**Data shown**:
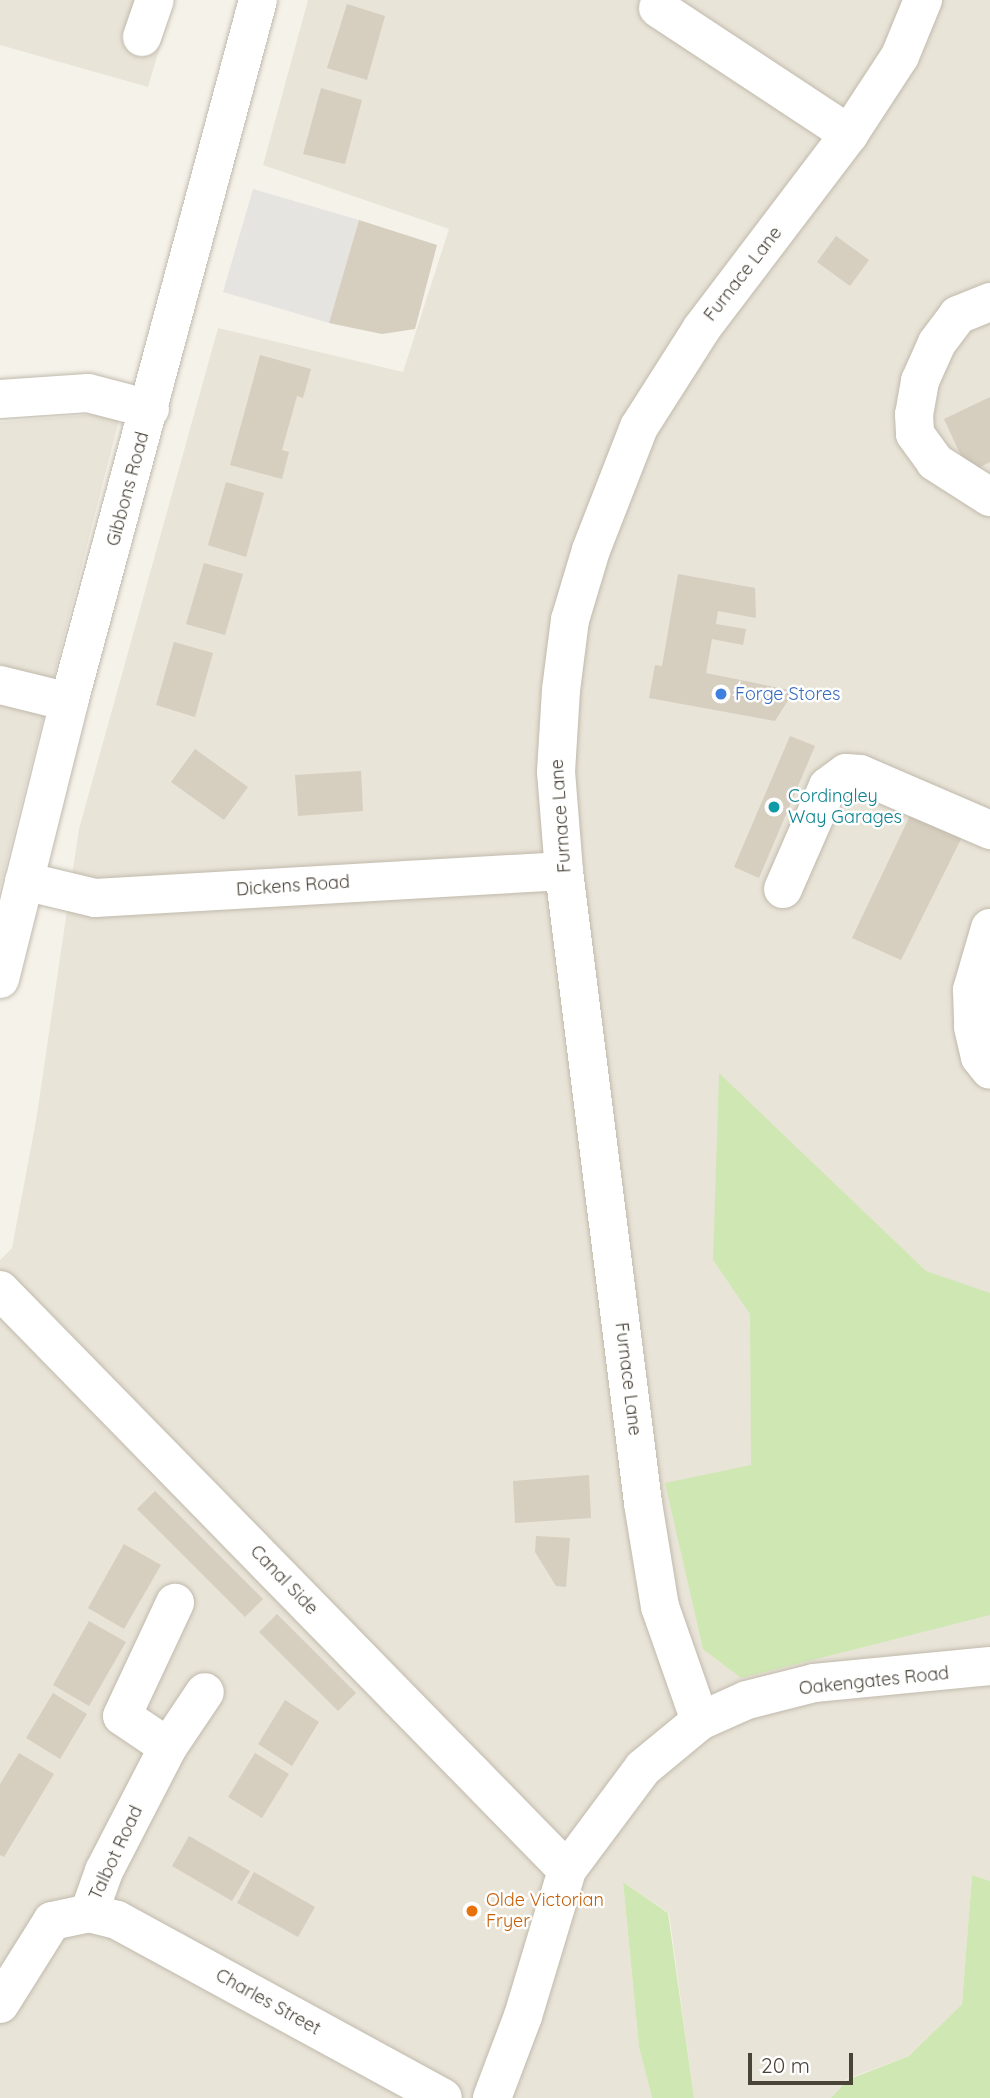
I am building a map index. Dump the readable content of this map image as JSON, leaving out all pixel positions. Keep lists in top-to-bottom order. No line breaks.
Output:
{"streets":{"street":["Furnace Lane","Gibbons Road","Dickens Road","Canal Side","Oakengates Road","Talbot Road","Charles Street"]},"crossings":[["Furnace Lane","Dickens Road"],["Furnace Lane","Oakengates Road"],["Gibbons Road","Dickens Road"],["Canal Side","Oakengates Road"],["Talbot Road","Charles Street"]],"places":["Forge Stores","Cordingley Way Garages","Olde Victorian Fryer"],"scale_bar":"20 m"}
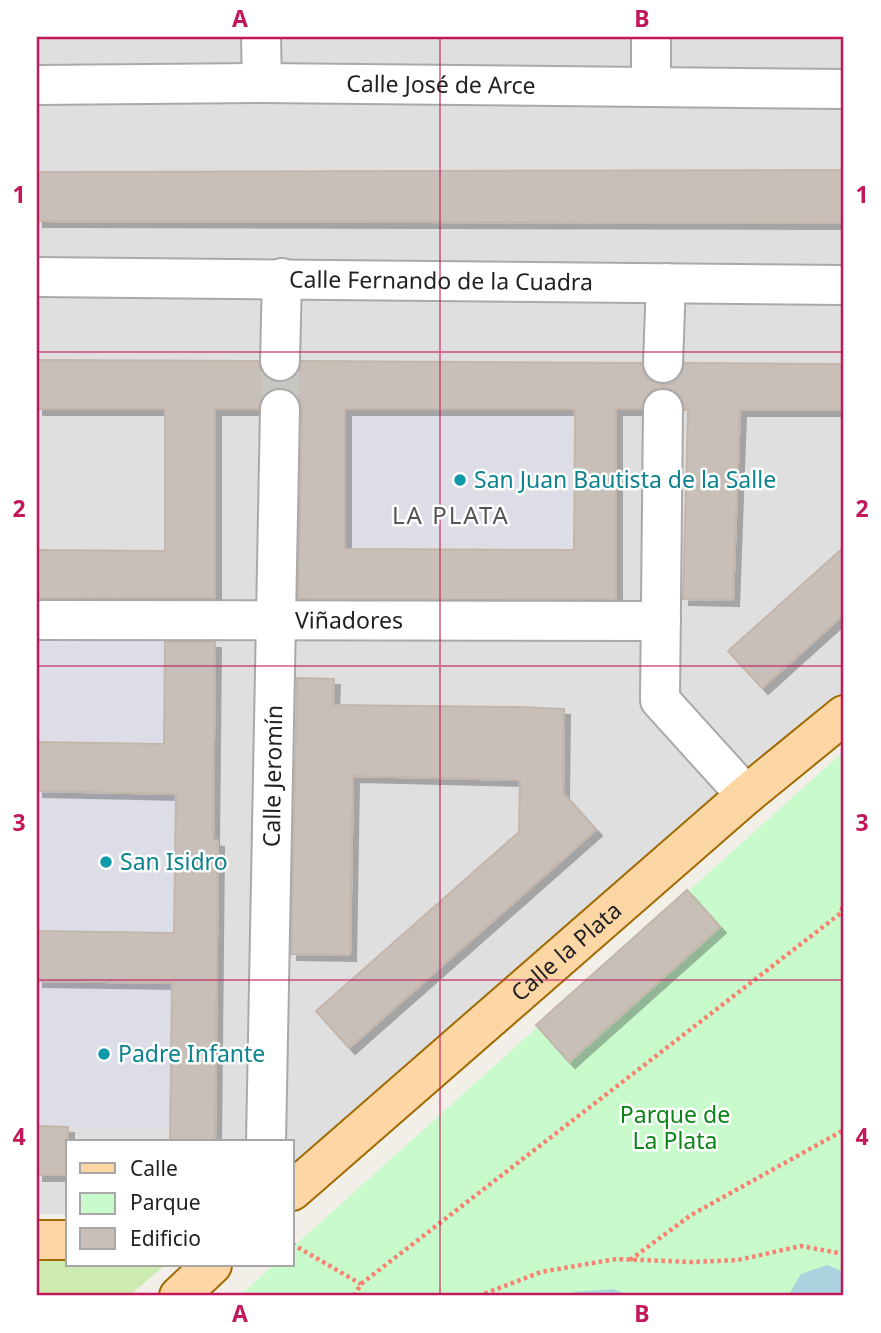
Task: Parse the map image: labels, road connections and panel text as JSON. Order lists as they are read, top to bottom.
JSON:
{
  "streets": {
    "main road": ["Calle la Plata"],
    "street": [
      "Calle José de Arce",
      "Calle Fernando de la Cuadra",
      "Viñadores",
      "Calle Jeromín"
    ]
  },
  "crossings": [
    ["Viñadores", "Calle Jeromín"]
  ],
  "districts": ["LA PLATA"],
  "parks": ["Parque de La Plata"],
  "places": ["San Juan Bautista de la Salle", "San Isidro", "Padre Infante"],
  "legend": ["Calle", "Parque", "Edificio"],
  "grid": {
    "columns": ["A", "B"],
    "rows": [
      "1",
      "2",
      "3",
      "4"
    ]
  }
}
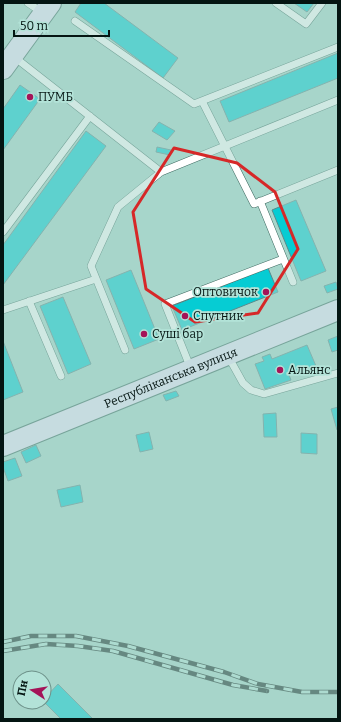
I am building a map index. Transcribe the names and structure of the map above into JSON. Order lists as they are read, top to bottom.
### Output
{
  "streets": {
    "main road": ["Республіканська вулиця"]
  },
  "places": [
    "ПУМБ",
    "Оптовичок",
    "Спутник",
    "Суші бар",
    "Альянс"
  ],
  "scale_bar": "50 m",
  "north": "left"
}
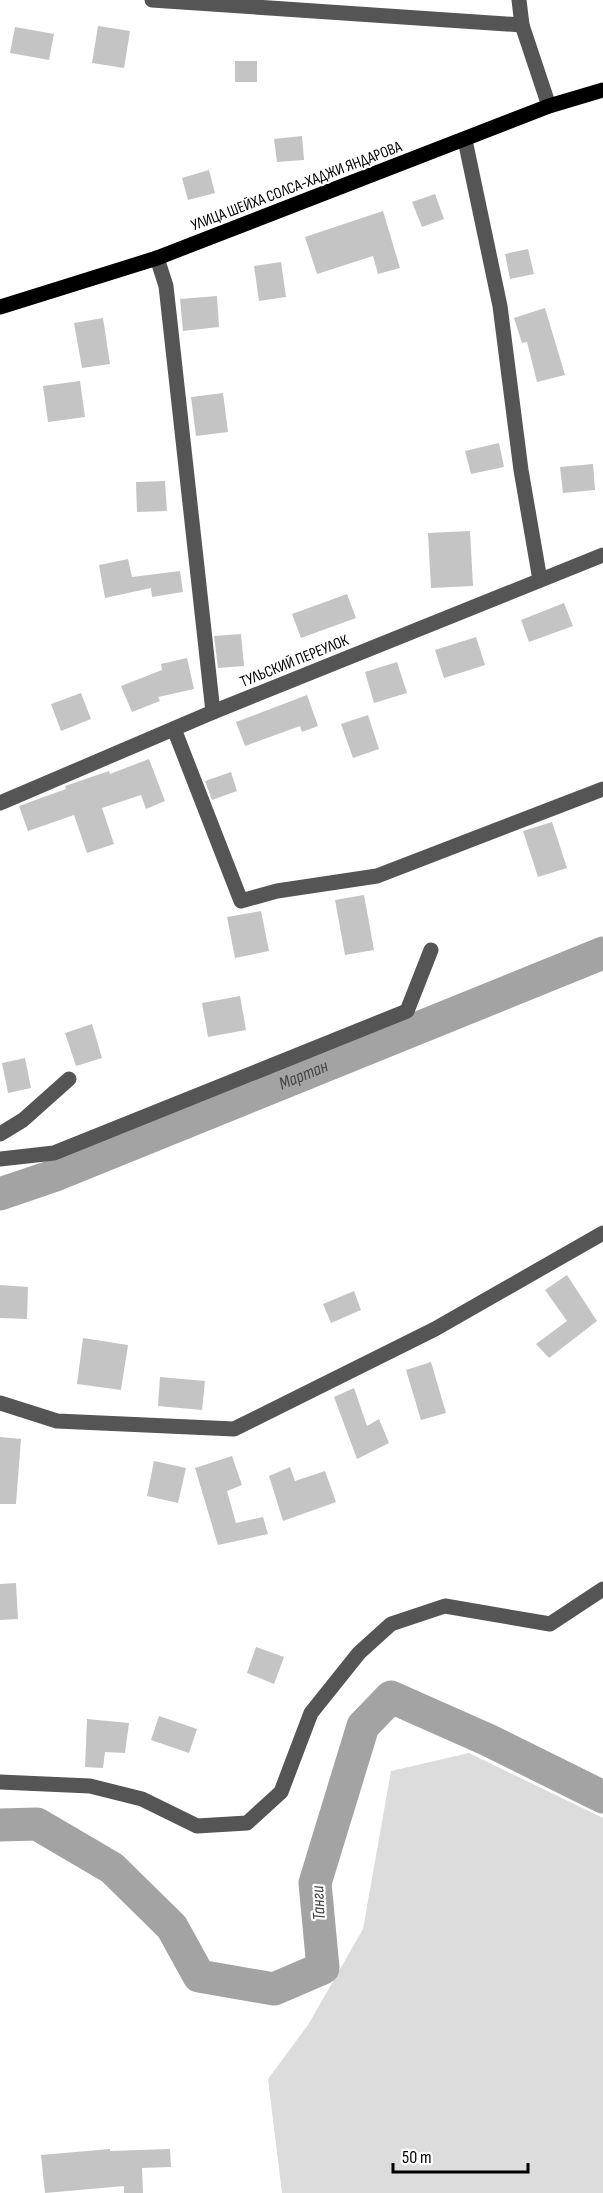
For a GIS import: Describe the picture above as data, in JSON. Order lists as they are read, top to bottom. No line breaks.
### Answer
{"streets":{"main road":["УЛИЦА ШЕЙХА СОЛСА-ХАДЖИ ЯНДАРОВА"],"street":["ТУЛЬСКИЙ ПЕРЕУЛОК"]},"water":["Мартан","Танги"],"scale_bar":"50 m"}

**Problem requirements**: What the answer needs is every record above, exactly as written, and no pictures.

**Result of the task**:
I am building a map index. Dump the readable content of this map image as JSON, leaving out all pixel positions. Keep lists in top-to-bottom order. No line breaks.
Output:
{"streets":{"street":["Furnace Lane","Gibbons Road","Dickens Road","Canal Side","Oakengates Road","Talbot Road","Charles Street"]},"crossings":[["Furnace Lane","Dickens Road"],["Furnace Lane","Oakengates Road"],["Gibbons Road","Dickens Road"],["Canal Side","Oakengates Road"],["Talbot Road","Charles Street"]],"places":["Forge Stores","Cordingley Way Garages","Olde Victorian Fryer"],"scale_bar":"20 m"}
Task: Parse the map image: labels, road connections and panel text as JSON. Order lists as they are read, top to bottom.
JSON:
{
  "streets": {
    "main road": ["Calle la Plata"],
    "street": [
      "Calle José de Arce",
      "Calle Fernando de la Cuadra",
      "Viñadores",
      "Calle Jeromín"
    ]
  },
  "crossings": [
    ["Viñadores", "Calle Jeromín"]
  ],
  "districts": ["LA PLATA"],
  "parks": ["Parque de La Plata"],
  "places": ["San Juan Bautista de la Salle", "San Isidro", "Padre Infante"],
  "legend": ["Calle", "Parque", "Edificio"],
  "grid": {
    "columns": ["A", "B"],
    "rows": [
      "1",
      "2",
      "3",
      "4"
    ]
  }
}
I am building a map index. Transcribe the names and structure of the map above into JSON. Order lists as they are read, top to bottom.
### Output
{
  "streets": {
    "main road": ["Республіканська вулиця"]
  },
  "places": [
    "ПУМБ",
    "Оптовичок",
    "Спутник",
    "Суші бар",
    "Альянс"
  ],
  "scale_bar": "50 m",
  "north": "left"
}
For a GIS import: Describe the picture above as data, in JSON. Order lists as they are read, top to bottom. No line breaks.
### Answer
{"streets":{"main road":["УЛИЦА ШЕЙХА СОЛСА-ХАДЖИ ЯНДАРОВА"],"street":["ТУЛЬСКИЙ ПЕРЕУЛОК"]},"water":["Мартан","Танги"],"scale_bar":"50 m"}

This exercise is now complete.